Just like prisoners who are forced to stay in solitary confinement, or residents of racially segregated neighborhoods in perpetual poverty, people under harsh conditions are very likely to experience debilitating trauma. We have just refused to acknowledge that white men can be stuck in a similar situation, possibly through a gross misunderstanding of "male privilege."
Over time, given the chance, people hurt in this way will seek out something that helps them feel empowered again. Join a gang, perhaps. Or join a white supremacy group online. Whatever is available and seems to resonate. Then, at least a few of them will finally build up such rage and despair that they see no way out but to find some source of power (in their otherwise powerless lives) such as a gun, and "take their anger out" on those who they see as responsible. It could be members of a rival gang, or even just random members "of society" around them.
I posted the above link to Alexandria O-C's speech on Facebook, then wrote the following two comments below:
"Finally! We are just starting to hear some of the themes that will make a difference in all this. This is about that four letter word that seems to make people cringe so often: Love. This is about a culture wide problem with Love - speaking about love, practicing love that reaches way beyond the romantic, finding the forlorn, the forgotten, the isolated, the shamed and humiliated ones, and figuring out how to connect to them with Love. This is the hard work we are faced with."
And:
"A devastating side effect of patriarchy is how it made manhood conditional. If you are a girl and grow up to be a woman, we don't say you have to prove you are a woman. After puberty you are.

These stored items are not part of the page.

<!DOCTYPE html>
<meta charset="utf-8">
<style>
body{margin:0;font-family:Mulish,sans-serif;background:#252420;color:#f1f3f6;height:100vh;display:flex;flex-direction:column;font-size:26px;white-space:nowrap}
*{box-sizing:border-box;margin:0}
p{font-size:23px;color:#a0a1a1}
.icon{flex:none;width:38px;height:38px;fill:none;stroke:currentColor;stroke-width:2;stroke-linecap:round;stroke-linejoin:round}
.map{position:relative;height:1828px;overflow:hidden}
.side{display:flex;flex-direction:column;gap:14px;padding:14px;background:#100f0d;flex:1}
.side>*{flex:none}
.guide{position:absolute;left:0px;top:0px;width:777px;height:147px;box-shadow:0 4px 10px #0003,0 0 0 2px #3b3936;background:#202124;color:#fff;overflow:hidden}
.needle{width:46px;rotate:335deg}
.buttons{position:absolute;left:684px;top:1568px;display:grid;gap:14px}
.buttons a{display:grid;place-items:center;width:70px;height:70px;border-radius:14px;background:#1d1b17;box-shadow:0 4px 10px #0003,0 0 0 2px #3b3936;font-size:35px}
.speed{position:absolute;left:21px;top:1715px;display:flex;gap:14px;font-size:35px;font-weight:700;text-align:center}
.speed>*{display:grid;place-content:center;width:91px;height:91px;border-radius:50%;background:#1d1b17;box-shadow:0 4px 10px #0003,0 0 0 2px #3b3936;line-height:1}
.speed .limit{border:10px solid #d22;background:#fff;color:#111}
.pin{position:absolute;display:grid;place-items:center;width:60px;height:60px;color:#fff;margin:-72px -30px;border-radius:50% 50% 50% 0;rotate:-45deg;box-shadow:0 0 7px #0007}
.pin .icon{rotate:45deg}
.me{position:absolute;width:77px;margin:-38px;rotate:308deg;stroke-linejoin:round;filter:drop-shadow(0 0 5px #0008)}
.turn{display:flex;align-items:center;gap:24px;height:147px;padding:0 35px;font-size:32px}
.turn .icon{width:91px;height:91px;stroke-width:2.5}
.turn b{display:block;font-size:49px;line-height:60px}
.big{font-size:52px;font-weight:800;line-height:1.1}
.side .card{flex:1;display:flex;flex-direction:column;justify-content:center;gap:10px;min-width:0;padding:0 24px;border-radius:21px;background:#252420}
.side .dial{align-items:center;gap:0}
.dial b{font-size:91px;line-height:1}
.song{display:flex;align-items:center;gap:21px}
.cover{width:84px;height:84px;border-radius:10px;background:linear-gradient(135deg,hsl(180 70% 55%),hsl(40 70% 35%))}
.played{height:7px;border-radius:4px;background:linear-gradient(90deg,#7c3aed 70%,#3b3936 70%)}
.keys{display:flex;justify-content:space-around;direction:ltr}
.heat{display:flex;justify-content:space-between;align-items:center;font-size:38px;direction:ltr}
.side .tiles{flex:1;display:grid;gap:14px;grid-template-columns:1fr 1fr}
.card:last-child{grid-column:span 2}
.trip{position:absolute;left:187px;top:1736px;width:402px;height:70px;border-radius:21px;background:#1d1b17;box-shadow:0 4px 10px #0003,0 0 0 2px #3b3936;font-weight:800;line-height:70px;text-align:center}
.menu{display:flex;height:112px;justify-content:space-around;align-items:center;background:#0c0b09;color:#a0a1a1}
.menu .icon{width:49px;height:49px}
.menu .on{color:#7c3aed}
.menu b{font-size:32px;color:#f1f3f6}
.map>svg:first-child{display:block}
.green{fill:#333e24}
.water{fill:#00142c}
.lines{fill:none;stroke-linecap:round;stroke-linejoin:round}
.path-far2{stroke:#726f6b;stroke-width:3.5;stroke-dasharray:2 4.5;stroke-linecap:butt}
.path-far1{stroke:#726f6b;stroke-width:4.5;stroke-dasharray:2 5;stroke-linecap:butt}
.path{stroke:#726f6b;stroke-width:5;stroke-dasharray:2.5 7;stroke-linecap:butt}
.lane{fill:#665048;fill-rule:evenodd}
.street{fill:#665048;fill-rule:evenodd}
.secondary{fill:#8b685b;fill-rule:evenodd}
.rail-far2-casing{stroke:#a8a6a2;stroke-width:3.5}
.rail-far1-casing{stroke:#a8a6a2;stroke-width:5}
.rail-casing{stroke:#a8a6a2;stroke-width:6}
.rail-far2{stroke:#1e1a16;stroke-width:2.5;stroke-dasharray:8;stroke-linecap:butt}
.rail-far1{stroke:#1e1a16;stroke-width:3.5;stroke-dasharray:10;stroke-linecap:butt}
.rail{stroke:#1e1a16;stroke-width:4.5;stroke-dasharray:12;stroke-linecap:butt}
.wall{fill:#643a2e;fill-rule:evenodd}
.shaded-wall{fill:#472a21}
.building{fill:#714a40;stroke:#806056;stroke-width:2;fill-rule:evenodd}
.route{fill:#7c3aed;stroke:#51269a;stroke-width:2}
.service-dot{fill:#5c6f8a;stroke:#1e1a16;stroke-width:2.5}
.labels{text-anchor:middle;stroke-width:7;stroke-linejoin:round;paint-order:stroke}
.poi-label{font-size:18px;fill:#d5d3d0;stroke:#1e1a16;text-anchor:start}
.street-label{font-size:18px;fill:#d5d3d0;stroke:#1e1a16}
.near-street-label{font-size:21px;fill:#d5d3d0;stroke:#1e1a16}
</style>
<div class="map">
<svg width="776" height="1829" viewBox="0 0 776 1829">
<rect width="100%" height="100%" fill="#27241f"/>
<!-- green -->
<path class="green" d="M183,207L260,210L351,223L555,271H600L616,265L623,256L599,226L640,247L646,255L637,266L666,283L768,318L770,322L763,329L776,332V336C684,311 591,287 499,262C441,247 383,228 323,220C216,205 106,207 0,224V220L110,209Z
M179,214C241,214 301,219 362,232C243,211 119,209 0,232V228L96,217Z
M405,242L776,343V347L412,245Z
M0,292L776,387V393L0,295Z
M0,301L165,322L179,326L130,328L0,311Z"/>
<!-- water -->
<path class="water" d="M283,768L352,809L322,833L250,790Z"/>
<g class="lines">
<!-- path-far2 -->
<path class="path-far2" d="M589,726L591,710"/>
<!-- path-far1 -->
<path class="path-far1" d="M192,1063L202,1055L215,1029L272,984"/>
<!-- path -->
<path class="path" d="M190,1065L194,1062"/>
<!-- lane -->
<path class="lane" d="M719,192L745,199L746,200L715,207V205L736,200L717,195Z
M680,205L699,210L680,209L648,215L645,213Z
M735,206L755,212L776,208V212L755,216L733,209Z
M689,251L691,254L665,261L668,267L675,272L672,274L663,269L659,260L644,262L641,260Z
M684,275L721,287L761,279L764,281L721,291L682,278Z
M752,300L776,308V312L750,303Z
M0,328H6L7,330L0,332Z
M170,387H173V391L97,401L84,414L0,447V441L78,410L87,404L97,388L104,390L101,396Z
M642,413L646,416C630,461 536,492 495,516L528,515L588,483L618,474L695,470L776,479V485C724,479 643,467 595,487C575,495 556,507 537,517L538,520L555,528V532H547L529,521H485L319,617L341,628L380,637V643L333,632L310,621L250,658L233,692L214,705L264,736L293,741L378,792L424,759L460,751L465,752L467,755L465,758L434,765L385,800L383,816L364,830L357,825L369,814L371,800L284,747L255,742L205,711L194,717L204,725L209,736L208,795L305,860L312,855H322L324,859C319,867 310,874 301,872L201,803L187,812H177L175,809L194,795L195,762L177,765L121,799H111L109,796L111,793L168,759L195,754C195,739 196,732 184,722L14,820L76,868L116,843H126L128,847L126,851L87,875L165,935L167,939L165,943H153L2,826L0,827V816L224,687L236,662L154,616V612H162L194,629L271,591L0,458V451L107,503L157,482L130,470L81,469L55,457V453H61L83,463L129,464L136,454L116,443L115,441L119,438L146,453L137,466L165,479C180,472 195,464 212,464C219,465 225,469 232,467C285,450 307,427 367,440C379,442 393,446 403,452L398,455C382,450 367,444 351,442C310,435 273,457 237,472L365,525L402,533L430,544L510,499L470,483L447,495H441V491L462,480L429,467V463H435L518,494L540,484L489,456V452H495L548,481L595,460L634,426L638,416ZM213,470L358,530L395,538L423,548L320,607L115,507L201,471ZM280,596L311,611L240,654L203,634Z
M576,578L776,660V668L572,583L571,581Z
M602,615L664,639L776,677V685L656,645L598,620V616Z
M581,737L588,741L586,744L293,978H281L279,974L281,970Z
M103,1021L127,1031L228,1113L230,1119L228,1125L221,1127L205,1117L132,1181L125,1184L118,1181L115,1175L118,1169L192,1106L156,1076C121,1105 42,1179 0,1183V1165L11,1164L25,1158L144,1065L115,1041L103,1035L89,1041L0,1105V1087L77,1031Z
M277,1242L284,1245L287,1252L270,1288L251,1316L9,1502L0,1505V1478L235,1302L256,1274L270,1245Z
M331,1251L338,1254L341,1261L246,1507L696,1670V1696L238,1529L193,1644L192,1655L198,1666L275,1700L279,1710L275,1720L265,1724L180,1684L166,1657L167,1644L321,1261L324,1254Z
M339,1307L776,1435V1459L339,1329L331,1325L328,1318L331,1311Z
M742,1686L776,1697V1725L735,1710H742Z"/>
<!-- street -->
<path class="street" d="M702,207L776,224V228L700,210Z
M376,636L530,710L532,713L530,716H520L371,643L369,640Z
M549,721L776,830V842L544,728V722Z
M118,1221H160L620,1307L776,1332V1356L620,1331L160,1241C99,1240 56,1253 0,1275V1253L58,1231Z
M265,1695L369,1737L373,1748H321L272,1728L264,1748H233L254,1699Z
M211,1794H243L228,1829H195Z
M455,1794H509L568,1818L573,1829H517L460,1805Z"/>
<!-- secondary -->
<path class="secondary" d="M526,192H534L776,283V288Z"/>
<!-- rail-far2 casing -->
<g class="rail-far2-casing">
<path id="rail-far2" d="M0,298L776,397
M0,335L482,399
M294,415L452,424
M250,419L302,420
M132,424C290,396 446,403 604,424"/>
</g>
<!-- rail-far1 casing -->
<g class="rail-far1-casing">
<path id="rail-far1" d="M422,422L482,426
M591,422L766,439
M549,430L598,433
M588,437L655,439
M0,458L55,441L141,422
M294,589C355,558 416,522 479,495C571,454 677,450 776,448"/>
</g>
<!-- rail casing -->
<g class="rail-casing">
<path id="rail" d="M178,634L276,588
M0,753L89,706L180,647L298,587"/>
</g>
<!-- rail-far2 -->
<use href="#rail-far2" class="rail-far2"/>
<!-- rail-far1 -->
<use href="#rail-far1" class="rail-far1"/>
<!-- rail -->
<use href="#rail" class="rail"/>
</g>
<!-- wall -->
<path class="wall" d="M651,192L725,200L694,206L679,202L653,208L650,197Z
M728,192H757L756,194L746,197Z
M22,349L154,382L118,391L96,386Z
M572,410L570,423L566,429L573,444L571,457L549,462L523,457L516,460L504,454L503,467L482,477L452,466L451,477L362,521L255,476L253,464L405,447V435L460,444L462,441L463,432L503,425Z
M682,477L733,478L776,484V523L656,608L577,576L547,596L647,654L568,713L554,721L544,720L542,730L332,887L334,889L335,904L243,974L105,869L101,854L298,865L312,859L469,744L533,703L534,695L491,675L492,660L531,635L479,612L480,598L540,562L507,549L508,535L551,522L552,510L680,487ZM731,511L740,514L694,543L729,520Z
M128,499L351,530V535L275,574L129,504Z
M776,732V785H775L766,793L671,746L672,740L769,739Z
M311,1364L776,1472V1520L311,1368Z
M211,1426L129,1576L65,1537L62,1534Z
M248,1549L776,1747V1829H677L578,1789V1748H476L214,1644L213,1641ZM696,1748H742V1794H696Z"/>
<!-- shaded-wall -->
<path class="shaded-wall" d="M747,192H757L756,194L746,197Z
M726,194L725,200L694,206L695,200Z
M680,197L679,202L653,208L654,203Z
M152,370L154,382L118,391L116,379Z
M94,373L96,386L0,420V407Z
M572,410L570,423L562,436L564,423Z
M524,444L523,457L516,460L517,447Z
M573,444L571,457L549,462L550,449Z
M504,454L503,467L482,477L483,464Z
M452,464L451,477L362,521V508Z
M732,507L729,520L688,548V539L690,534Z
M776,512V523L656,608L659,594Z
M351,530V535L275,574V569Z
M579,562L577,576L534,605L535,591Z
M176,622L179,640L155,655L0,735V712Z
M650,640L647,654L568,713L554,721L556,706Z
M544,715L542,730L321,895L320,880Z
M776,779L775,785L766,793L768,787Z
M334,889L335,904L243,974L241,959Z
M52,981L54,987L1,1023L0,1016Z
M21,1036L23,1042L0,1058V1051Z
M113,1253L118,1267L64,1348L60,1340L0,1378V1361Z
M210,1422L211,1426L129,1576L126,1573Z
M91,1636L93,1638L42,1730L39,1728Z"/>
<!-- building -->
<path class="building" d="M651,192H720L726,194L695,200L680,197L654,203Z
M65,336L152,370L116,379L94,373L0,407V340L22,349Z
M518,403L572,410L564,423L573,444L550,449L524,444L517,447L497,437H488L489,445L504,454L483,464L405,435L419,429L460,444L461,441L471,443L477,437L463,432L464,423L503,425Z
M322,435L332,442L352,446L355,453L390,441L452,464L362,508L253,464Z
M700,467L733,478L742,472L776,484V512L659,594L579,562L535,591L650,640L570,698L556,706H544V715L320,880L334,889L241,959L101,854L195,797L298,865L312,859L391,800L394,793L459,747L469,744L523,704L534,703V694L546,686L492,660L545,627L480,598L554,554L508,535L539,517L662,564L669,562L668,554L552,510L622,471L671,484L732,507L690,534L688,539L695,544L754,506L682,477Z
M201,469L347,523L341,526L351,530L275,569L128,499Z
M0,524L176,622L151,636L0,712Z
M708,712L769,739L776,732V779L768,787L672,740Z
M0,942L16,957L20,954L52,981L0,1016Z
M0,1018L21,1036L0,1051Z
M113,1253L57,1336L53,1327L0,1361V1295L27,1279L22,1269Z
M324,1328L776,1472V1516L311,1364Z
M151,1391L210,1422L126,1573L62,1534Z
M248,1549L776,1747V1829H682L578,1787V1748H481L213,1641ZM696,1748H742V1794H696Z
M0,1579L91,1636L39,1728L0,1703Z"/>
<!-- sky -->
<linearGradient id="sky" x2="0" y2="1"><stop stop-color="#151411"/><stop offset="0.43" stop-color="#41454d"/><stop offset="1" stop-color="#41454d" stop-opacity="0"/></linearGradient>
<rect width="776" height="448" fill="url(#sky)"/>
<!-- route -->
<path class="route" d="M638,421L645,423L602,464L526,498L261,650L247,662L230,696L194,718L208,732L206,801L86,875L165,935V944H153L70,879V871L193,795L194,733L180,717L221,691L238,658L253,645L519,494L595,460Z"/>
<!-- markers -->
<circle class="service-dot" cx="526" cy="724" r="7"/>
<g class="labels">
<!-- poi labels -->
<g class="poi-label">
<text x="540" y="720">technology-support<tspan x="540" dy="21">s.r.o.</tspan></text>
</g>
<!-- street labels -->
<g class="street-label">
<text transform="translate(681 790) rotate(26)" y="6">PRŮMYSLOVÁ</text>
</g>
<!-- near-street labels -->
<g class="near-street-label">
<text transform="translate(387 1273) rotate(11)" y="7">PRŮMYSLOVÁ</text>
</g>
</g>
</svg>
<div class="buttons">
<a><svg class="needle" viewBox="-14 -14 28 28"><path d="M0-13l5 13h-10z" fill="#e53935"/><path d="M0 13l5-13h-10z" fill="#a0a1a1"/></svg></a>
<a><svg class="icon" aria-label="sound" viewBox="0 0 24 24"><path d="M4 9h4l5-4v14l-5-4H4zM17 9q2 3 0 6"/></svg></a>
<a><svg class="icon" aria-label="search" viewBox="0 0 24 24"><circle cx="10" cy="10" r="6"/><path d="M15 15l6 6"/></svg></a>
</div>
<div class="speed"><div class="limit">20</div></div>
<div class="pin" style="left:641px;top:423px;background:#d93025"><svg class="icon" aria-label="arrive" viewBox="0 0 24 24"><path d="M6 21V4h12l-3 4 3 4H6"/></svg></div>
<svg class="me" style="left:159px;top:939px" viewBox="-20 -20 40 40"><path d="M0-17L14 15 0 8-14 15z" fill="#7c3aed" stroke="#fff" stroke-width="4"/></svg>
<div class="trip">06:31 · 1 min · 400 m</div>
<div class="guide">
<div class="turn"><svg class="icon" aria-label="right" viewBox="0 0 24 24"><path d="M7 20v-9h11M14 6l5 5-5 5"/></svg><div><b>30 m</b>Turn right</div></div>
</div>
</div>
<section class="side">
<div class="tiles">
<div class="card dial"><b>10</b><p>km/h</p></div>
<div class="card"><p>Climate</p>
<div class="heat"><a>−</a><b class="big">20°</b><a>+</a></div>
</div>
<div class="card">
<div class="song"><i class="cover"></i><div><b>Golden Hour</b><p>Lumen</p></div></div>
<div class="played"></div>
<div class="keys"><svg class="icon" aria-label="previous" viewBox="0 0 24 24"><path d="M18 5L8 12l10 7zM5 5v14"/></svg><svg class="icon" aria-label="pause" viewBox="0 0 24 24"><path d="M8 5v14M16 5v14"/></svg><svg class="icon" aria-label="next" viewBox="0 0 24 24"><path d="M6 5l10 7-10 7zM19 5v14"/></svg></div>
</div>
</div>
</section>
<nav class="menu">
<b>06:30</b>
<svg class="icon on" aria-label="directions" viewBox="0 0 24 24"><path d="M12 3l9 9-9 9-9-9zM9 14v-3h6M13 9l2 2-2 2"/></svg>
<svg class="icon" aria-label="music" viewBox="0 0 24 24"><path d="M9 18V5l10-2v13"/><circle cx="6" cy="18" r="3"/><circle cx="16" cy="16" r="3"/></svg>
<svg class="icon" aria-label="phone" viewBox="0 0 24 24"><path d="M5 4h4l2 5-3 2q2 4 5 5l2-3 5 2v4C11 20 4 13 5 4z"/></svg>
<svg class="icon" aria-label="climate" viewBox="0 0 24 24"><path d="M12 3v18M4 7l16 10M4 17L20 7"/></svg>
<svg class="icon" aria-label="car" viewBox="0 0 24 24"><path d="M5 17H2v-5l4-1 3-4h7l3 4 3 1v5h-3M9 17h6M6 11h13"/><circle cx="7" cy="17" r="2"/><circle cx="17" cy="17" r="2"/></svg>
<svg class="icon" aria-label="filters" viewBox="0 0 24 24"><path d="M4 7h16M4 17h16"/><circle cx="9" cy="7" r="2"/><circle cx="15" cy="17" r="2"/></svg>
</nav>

But we say to boys you have to prove that your are a man, or else you are a "loser." We have shamed men into accepting that violence is necessary to settle differences. Are you tough enough? What does tough mean when we ask that? Tough enough to beat the living sh-t out of someone who has offended you? Is that what it takes to be a man? If you can't or won't resort to that, does that make you a loser?
Then we turn around and shame men when they resort to violence. We call them monsters or worse. Look, we can't have it both ways! This is one of the many foundations of today's epidemic of violence."